On the hook-in check issue, Pat Denevan totally sucks.Christian Williams - 2011/10/25 03:59:58 UTC
What's more, I believe that all hooked-in checks prior to the last one before takeoff are a waste of time, not to say dangerous, because they build a sense of security which should not be built more than one instant before commitment to flight.
On the hook-in check issue, Joe Greblo also totally sucks.
And for I don't know how many years I've been ASSUMING that at least these two guys were handling this issue reasonably well. It is now my belief that there are ZERO instructors anywhere in the US - possibly in the world - who teach students to verify their connections within two, five, or ten seconds of launch.
Furthermore...
For the fourteen years Doug Hildreth served as USHGA Accident Review Committee Chairman, ending half past 1994, he pushed the lift and tug message constantly.
After that we heard the message sporadically for another decade.
Bill Priday was killed on 2005/10/01 and Rob Kells publishes his article in the 2005/12 issue of Hang Gliding. There is another mention of lift and tug in the following issue.
It's blindingly obvious that there is an unwritten but ironclad USHGA policy that to ban any mention of lift and tug or any other hook-in check procedure in all USHGA publications since that time. Whenever anyone is injured or killed as a consequence of leaving a ramp without his glider...
...it is ALWAYS and ONLY because he didn't perform a fucking hang check.Joe Gregor - 2007/05
Lesson learned: HANG CHECK, HANG CHECK, HANG CHECK!
It's also pretty obvious that a strong motivation for this policy was the lawsuit filed by Bill's family against the Team Challenge Meet Director, the USHGA chapter which sponsored the competition, and the national organization itself.
This closely parallels USHGA's blindingly obvious unwritten but ironclad policy of banning from its publications and advisories any suggestion that use of a light weak link can be dangerous. The last such reference appeared in the 1992/05 issue of Hang Gliding:
WHEN someone is hurt or killed after a weak link blow it's NEVER *BECAUSE* the weak link blew - it's ALWAYS because the pilot failed to fly in a manner such that he could *RECOVER FROM* a weak link blow.Larry Keegan
I agree with Bud that a pilot in severe yaw or a high angle of attack caused by turbulence is already in a dangerous situation, but this can occur in normal everyday strong turbulence. What he does not address is the possibility of a low-rated weak link breaking in such a situation. I have been in such a situation and I am glad my weak link did not break.
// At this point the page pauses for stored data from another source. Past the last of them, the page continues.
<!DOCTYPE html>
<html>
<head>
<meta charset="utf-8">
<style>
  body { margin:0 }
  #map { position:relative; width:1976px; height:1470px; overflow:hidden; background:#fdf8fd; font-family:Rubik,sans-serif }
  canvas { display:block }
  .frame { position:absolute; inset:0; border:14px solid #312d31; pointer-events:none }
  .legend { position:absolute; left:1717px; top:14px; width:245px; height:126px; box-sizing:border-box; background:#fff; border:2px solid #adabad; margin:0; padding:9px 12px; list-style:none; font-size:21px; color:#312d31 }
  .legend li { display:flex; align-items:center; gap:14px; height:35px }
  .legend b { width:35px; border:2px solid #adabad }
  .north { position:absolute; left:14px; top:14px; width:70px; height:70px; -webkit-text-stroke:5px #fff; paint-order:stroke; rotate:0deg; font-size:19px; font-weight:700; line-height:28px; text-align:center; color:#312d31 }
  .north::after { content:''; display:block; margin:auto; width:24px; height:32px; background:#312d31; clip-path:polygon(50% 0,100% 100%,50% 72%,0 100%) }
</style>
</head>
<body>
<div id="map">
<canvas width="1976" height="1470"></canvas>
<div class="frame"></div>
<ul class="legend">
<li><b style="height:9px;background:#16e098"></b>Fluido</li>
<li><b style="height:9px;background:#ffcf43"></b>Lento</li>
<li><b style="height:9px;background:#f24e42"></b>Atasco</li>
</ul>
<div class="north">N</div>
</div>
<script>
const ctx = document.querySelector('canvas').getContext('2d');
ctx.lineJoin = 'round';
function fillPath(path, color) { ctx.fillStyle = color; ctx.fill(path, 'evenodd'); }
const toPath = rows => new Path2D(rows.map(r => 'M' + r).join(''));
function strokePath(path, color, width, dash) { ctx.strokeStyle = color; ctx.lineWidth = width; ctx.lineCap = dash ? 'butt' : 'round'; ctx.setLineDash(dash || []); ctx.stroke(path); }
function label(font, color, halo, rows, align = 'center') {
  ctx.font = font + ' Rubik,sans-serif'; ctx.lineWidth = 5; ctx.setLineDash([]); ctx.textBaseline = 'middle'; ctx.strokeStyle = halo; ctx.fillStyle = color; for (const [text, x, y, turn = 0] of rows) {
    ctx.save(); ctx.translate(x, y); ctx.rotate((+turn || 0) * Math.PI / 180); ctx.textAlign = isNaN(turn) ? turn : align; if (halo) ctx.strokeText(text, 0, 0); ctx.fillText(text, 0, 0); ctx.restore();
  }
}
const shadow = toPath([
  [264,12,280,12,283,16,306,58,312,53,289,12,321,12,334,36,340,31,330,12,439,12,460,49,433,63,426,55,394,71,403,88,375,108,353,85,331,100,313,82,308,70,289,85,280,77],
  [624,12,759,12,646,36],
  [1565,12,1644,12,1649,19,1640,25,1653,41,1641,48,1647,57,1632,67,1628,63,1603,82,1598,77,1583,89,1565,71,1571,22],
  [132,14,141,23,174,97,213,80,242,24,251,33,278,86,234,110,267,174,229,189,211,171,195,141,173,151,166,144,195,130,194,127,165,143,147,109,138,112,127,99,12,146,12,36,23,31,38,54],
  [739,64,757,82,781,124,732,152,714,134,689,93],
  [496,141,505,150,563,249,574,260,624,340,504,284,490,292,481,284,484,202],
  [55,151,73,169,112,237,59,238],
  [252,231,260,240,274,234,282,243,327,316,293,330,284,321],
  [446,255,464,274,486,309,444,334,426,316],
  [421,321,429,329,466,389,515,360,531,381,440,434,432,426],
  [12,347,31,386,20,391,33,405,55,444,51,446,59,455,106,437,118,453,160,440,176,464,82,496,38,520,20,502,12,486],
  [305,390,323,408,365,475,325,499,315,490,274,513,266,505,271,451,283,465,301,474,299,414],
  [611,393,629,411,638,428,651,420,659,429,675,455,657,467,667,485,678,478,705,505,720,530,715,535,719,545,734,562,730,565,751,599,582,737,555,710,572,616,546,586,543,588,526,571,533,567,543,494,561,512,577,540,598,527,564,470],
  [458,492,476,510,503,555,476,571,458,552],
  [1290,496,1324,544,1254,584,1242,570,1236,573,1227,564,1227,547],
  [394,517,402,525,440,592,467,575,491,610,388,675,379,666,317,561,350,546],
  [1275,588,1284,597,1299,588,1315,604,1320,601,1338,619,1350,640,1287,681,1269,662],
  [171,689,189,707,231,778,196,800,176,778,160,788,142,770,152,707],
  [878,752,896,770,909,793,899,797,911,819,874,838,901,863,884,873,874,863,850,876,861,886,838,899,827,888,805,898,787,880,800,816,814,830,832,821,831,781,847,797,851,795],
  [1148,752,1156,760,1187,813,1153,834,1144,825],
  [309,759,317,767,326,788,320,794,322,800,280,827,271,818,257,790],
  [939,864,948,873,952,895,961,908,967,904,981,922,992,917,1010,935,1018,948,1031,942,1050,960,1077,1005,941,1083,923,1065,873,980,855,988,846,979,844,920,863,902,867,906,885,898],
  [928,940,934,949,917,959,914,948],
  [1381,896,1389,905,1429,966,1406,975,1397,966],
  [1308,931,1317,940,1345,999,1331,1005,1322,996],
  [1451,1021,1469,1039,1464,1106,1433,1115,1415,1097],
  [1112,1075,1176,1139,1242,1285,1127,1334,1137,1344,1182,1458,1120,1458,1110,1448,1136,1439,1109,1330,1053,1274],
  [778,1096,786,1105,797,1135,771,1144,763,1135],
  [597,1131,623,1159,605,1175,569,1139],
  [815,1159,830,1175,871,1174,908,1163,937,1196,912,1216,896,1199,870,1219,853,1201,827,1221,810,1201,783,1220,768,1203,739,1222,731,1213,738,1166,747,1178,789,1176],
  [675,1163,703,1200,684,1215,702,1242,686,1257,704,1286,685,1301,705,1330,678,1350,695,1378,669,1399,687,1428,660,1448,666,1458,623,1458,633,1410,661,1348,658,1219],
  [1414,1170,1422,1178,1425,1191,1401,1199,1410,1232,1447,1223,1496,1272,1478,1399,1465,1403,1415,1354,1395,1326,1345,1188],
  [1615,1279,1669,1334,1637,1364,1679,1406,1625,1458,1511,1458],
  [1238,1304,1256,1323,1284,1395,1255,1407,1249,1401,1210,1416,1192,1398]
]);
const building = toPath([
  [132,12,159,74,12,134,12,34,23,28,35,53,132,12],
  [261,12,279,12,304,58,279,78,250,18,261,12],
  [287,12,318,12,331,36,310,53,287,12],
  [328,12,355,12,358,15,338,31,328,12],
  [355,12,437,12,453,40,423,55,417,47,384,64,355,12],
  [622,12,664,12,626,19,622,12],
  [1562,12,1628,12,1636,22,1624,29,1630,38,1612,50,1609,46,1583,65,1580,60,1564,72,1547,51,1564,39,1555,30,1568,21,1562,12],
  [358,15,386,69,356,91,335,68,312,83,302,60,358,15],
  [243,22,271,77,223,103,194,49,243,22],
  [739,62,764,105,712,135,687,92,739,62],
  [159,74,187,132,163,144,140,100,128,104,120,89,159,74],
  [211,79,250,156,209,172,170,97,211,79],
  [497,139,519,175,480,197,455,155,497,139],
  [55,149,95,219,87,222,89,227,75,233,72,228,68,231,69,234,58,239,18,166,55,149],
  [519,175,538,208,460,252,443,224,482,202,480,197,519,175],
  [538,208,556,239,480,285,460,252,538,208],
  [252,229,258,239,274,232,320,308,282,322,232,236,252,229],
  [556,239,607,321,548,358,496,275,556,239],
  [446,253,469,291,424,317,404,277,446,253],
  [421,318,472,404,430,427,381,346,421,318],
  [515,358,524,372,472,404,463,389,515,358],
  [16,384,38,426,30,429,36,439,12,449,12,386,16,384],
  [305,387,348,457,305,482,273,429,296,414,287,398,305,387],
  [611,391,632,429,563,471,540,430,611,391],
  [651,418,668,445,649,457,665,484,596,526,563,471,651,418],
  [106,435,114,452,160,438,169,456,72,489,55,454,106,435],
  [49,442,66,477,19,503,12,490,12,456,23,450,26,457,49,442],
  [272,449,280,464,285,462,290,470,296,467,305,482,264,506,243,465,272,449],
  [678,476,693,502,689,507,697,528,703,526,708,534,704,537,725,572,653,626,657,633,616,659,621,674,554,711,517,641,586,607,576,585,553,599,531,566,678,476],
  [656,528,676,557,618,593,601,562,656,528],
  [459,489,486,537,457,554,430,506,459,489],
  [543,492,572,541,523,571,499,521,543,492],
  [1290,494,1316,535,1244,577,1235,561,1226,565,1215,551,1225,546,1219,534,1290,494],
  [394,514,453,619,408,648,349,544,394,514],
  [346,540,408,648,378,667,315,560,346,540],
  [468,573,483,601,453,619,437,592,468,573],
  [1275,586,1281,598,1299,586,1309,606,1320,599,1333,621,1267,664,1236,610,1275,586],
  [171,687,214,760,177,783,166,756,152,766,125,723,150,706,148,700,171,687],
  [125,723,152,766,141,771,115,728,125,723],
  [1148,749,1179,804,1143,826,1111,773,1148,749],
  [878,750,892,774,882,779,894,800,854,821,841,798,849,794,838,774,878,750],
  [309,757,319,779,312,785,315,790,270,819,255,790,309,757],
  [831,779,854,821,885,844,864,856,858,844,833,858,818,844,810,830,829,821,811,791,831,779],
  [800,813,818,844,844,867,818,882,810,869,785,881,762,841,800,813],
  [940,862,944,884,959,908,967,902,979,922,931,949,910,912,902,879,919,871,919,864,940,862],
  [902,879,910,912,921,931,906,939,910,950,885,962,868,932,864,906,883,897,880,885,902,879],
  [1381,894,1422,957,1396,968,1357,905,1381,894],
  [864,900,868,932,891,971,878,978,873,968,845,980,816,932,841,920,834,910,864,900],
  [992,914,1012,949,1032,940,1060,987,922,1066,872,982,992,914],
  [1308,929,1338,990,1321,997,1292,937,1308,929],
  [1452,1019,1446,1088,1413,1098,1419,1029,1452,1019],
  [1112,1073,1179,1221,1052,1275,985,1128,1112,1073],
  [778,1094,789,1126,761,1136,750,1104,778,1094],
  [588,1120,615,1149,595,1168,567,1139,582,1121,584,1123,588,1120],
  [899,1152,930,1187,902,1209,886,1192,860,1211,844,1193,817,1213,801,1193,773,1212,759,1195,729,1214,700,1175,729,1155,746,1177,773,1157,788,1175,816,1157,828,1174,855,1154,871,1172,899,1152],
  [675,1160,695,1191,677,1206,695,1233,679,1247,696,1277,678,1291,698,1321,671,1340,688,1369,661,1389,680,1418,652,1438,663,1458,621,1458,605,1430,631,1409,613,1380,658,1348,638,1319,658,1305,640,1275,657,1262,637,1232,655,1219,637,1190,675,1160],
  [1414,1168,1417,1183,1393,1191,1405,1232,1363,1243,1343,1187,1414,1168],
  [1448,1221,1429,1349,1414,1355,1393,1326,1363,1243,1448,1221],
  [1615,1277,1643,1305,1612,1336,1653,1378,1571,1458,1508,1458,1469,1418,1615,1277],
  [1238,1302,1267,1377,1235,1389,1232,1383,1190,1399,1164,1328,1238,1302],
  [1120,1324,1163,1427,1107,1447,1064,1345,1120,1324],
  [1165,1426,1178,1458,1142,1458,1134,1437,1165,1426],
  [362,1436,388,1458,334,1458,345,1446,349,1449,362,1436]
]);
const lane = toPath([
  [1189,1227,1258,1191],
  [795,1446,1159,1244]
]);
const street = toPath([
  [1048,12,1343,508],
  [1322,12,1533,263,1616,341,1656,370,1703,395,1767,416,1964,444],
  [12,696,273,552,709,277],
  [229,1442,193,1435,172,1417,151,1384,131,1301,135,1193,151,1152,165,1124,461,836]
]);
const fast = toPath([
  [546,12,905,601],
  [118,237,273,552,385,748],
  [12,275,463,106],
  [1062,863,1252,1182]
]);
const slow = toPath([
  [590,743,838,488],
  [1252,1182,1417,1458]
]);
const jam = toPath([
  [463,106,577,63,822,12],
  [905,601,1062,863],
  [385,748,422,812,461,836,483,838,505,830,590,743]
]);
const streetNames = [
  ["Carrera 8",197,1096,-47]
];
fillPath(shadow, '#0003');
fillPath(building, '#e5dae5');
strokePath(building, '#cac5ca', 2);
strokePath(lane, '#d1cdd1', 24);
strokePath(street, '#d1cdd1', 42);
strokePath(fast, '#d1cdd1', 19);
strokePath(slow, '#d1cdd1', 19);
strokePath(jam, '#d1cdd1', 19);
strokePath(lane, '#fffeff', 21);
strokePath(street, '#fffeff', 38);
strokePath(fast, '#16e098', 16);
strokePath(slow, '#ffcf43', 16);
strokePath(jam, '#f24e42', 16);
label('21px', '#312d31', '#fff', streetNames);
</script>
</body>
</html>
And the 2005/10/05 lawsuit against Hang Glide Chicago resulting from the 2005/09/03 Jeremiah Thompson fatality would've sure gotten that one set in concrete - if it hadn't been already.
Doug was assuming for almost nine years that all instructors were teaching in compliance with the regulations. Until very recently I was assuming that at least two were making a reasonable stab at it. Truth is... We got NUTHIN'. Never did.Doug Hildreth - 1990/03
The other significant increase is in failure to hook in. Typically there are about the same number of non-hook-ins in the questionnaire group, so that it is safe to say that there were at least ten failures to hook in this year. It has occurred in the tandem sector too, both pilot and passenger.
The instructional programs to assure hook-in within fifteen seconds of launch have apparently not caught up with the masses.
Boy do I hope I live long enough to see at least one head on a pike. And boy do I hope I'll have been able to claim at least some small part in getting it put there.